È da anni che siamo di fronte a una crisi devastante non solo dell’economia ma della democrazia a livello mondiale, tale da mettere in discussione perfino il diritto delle persone a non ridursi a variabile dipendente da un gioco di borsa. Come non si capisce che è semplicemente vitale il bisogno che ritorni in campo la forza, la creatività, il potere delle politica? Però della grande politica che si misura col fatto essenziale e cioè col fatto che il capitalismo finanziario è alla fine del suo percorso. La crisi dura ormai da cinque anni, ma nessuno dice ancora come se ne esce.

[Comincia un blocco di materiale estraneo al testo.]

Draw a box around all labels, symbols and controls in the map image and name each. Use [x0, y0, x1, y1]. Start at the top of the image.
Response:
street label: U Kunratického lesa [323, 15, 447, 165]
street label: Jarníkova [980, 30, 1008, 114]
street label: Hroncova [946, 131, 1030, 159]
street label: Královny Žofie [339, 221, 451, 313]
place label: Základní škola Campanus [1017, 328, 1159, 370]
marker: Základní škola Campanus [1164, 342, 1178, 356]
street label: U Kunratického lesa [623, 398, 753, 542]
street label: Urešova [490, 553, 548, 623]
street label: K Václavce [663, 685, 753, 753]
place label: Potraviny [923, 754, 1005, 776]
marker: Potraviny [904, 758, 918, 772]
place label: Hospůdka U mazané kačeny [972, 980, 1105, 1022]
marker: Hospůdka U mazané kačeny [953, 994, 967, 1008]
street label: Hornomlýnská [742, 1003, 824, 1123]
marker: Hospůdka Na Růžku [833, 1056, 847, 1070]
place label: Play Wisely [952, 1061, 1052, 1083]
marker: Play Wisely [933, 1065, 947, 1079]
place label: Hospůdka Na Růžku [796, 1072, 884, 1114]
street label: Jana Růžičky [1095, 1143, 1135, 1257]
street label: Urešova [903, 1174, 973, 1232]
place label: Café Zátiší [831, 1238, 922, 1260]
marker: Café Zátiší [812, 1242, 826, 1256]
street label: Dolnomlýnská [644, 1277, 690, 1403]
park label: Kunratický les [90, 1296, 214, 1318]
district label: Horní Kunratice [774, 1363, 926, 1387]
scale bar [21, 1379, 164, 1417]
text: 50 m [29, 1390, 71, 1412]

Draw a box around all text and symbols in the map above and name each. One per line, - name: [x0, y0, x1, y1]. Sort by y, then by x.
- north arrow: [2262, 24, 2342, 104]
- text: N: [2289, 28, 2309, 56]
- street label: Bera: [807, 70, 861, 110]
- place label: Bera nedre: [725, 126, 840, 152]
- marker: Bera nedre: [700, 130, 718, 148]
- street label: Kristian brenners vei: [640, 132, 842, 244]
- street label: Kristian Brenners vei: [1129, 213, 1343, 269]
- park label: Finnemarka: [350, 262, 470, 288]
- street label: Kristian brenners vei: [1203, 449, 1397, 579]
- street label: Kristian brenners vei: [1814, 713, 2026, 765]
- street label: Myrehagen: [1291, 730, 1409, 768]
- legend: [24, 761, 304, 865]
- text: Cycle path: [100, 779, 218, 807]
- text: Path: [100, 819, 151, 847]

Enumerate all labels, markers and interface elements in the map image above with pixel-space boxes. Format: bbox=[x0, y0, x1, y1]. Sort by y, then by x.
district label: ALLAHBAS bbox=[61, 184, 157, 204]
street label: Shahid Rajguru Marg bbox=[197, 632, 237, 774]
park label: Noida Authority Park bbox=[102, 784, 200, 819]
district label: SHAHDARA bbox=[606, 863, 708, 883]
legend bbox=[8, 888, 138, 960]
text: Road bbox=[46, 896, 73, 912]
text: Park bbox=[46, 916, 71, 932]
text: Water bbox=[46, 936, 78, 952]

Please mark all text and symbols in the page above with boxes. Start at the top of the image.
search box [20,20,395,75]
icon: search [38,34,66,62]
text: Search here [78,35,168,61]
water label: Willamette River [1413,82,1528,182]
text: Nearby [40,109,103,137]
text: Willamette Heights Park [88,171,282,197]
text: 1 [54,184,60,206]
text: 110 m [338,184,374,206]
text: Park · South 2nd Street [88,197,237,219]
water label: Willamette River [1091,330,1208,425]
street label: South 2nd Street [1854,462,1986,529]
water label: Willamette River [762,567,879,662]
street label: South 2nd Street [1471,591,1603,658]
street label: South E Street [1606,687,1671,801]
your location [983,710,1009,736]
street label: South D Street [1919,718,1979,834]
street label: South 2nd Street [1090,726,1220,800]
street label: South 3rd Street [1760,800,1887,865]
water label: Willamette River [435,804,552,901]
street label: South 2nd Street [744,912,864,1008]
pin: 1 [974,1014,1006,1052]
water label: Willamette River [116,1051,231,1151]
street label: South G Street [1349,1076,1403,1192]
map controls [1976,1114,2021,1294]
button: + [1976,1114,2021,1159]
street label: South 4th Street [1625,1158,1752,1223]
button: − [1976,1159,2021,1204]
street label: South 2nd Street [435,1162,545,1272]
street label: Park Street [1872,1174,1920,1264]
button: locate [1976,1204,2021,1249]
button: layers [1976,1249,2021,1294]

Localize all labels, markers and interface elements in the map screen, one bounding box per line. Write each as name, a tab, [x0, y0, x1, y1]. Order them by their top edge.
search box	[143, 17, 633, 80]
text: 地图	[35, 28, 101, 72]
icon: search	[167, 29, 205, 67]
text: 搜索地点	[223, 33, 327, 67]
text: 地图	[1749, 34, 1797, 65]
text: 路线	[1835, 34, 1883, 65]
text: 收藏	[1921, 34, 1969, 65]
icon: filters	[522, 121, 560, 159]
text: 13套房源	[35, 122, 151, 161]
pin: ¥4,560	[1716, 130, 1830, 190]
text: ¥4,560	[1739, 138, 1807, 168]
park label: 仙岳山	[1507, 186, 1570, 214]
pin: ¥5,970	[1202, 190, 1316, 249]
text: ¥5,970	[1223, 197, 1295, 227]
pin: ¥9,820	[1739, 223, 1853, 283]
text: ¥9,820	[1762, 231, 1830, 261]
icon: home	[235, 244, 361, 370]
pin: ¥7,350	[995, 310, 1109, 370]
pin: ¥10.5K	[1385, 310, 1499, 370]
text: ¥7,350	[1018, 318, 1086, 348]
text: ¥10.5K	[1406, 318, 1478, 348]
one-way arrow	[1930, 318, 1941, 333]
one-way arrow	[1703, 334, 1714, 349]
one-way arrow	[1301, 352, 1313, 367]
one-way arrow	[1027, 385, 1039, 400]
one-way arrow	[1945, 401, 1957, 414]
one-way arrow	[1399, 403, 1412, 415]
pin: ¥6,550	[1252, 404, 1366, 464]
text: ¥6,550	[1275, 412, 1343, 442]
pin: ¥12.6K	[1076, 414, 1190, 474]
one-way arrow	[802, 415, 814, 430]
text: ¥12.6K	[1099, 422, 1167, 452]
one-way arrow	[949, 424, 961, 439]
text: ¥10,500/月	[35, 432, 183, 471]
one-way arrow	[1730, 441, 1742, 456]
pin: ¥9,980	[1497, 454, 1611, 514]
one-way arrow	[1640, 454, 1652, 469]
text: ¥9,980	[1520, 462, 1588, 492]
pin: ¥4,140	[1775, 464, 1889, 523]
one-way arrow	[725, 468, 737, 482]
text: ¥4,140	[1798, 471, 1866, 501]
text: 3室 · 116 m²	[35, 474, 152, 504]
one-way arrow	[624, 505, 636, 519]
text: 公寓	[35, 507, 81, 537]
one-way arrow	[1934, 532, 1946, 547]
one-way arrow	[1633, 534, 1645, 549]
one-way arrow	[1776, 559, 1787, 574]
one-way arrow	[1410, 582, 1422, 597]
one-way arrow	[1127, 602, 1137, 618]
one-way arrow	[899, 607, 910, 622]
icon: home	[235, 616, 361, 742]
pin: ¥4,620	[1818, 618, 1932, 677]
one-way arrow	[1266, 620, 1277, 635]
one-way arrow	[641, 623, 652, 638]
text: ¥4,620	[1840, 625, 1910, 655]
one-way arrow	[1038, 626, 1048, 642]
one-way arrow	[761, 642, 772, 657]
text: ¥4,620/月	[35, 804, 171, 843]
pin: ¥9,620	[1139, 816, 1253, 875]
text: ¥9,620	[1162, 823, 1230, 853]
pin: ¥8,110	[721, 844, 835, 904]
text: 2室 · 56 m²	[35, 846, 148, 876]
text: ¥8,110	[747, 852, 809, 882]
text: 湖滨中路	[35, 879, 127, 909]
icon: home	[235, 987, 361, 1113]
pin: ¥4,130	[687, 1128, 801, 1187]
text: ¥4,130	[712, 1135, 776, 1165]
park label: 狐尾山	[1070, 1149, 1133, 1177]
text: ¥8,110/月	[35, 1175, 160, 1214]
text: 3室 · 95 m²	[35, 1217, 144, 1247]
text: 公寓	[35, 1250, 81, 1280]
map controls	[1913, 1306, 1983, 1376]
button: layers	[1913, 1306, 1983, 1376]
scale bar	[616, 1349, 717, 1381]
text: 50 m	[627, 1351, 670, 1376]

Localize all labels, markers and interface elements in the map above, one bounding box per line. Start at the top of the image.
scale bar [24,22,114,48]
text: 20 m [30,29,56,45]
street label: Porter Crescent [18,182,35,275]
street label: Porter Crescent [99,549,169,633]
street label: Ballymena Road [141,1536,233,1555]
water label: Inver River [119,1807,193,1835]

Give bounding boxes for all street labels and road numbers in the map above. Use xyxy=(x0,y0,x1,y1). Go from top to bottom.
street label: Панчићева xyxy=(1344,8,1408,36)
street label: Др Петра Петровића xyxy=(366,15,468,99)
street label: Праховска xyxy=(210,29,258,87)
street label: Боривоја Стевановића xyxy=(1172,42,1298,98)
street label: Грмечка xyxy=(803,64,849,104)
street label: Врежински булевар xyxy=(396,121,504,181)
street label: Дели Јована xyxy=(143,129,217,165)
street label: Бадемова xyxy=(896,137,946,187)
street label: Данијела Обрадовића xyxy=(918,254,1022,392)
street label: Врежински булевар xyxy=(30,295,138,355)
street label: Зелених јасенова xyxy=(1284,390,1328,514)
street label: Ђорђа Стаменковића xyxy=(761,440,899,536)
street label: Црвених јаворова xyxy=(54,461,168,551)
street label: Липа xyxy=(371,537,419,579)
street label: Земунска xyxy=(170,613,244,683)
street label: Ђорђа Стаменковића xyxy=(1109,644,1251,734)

È semplicemente anacronistica questa disputa italiana su governi tecnici o politici. È evidente che la soluzione potrà venire solo dalla politica, essendo il tema dello scontro ridotto all’osso semplicemente questo: come ridurre lo strapotere della finanza. Un evidente problema politico, di potere. Come dimostra la lotta feroce intorno alla costruzione di un’Europa politica. Un difficile passaggio storico che richiede quella che è la vocazione essenziale della politica, cioè la capacità di ridefinire il rapporto tra economia e società, tra soggettività individuale e beni comuni, tra vecchi partiti e nuovi bisogni associativi. Io non chiedo più sinistra, penso anzi che la vecchia cultura della sinistra storica sia fuori gioco. Siamo di fronte a fenomeni grandiosi che hanno cambiato il mondo, hanno raddoppiato in venti anni il Pil mondiale, hanno ampliato i confini dello sviluppo umano e moltiplicato lo spazio per l’iniziativa individuale al tempo stesso. Al tempo stesso il mondo è stato inondato di debiti e l’economia di carta si è mangiata le cose, il lavoro, l’industria, i diritti sociali il sentirsi parte di una società, responsabili di un destino comune. Ma tutte queste cose non si cambiano con uno sciopero generale o un colpo di Stato. Occorre ridefinire il rapporto tra economia e società. La tragedia più grande è che l’economia del debito ha scaricato sui giovani tutti i prezzi di questo sistema, ha tolto loro il futuro, ha creato un’Europa di vecchi, ha determinato una frattura drammatica mai vista prima tra generazioni. Che concretezza c’è nel discutere di pensioni se alla gente non è chiaro questo scenario. Ai giovani parlerei così. Le ambizioni vanno benissimo ma che esse siano all’altezza della situazione.